Leisure Features

Front & Center: 6.1.22

Growing up on Long Island, Danny Williams fell into theater naturally. Rather than treading the boards, though, he found his place in the office crunching numbers so that everything could run smoothly on stage. Now, he’s come to St. Louis to serve as managing director of The Repertory Theater of St. Louis, following the retirement of Mark Bernstein.

How did you become involved in theater?
I stumbled into the arts mostly by accident. I grew up playing sports. I enjoyed it, but I didn’t find passion in it. I did have a knack for entertainment, so my parents encouraged me to get involved in choir at school, which led to the theater. Growing up in New York, you’re also so close to Broadway and off-Broadway. I fell in love with the collaborative nature of theater. You have all these artists working in their own crafts, but they come together to create something. It’s like teamwork on the field in sports.

Why did you decide to go into management?
I did start on the stage. I performed in college and even did some improv after I graduated, but the life of a working actor wasn’t for me. I wanted to find a way to combine my business degree with my passion. Art is the lifeblood of the theater, but it’s also a business—someone has to make sure you have the cash to pay the bills. I’ve found there isn’t that much separation between what happens on stage and what happens in the office. I might be figuring out the budget in my spreadsheet world, but I also work with all departments, go into the theater and meet with donors and board members.
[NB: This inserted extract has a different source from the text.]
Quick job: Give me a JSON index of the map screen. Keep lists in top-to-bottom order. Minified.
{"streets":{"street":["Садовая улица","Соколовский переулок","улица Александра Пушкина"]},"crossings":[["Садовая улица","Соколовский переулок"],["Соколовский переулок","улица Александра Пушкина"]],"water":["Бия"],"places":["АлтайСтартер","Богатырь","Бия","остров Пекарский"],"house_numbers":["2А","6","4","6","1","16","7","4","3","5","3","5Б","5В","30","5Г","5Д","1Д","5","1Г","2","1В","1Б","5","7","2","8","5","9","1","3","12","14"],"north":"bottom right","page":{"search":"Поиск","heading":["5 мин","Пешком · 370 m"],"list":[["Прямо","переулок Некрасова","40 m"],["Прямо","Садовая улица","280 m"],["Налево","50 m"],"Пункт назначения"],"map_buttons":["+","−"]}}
What is a memorable production you’ve been involved with?
Before coming to The Rep, I was the senior director of finance and administration for The Public Theater. Its mission is to let people know that theater is for everyone and everyone’s stories will be told. The Public Theater organizes Shakespeare in the Park and also hosted the pre-Broadway debut of Fun Home, but its claim to fame recently has been as the home of Hamilton. Being a part of the process of such a landmark piece was one of the most exciting experiences of my life. It’s hard for me not to bring up Hamilton when I talk about theater. It energized new interest in the art and showed people what theater is capable of saying.

Why did you decide to come to The Rep?
There were three reasons. First, I knew of Hana Sharif and the respect she has across the field of theater nationally. I was very excited about the prospect of working with her as artistic director. Second, I knew
St. Louis is as vibrant an arts city as it is a sports town. Third, my husband already worked for Calares. He was remote, but his team was in Clayton. I knew he would be able to make a pretty seamless transition while I took on this new position, so I decided to take the leap.

What do you hope to accomplish in St. Louis?
My first goal is to be able to come back from the pandemic. Not being able to produce live theater hit us hard. I want to ensure the audience and my employees feel safe while making the experience feel like it did before, even if we can’t do everything the same. I also want to make The Rep even more of a presence in the St. Louis community. The focus on theater is innovating on stage, but that leaves the off-stage stuff behind the times. I’m looking forward to elevating the business operations.

Is there anything you’re still looking forward to exploring St. Louis?
I’ve been here a few months, and there is still a lot of exploring to do. I’m a huge foodie, so I’ve been leading with my stomach—I’ve had my fair share of Ted Drewes, gotten good barbecue and enjoyed restaurants like Louie, indo and Elia. As we head into summer, I’m looking forward to shows at The Muny, my first Cardinals game and exploring the botanical gardens. I have so much stuff to do!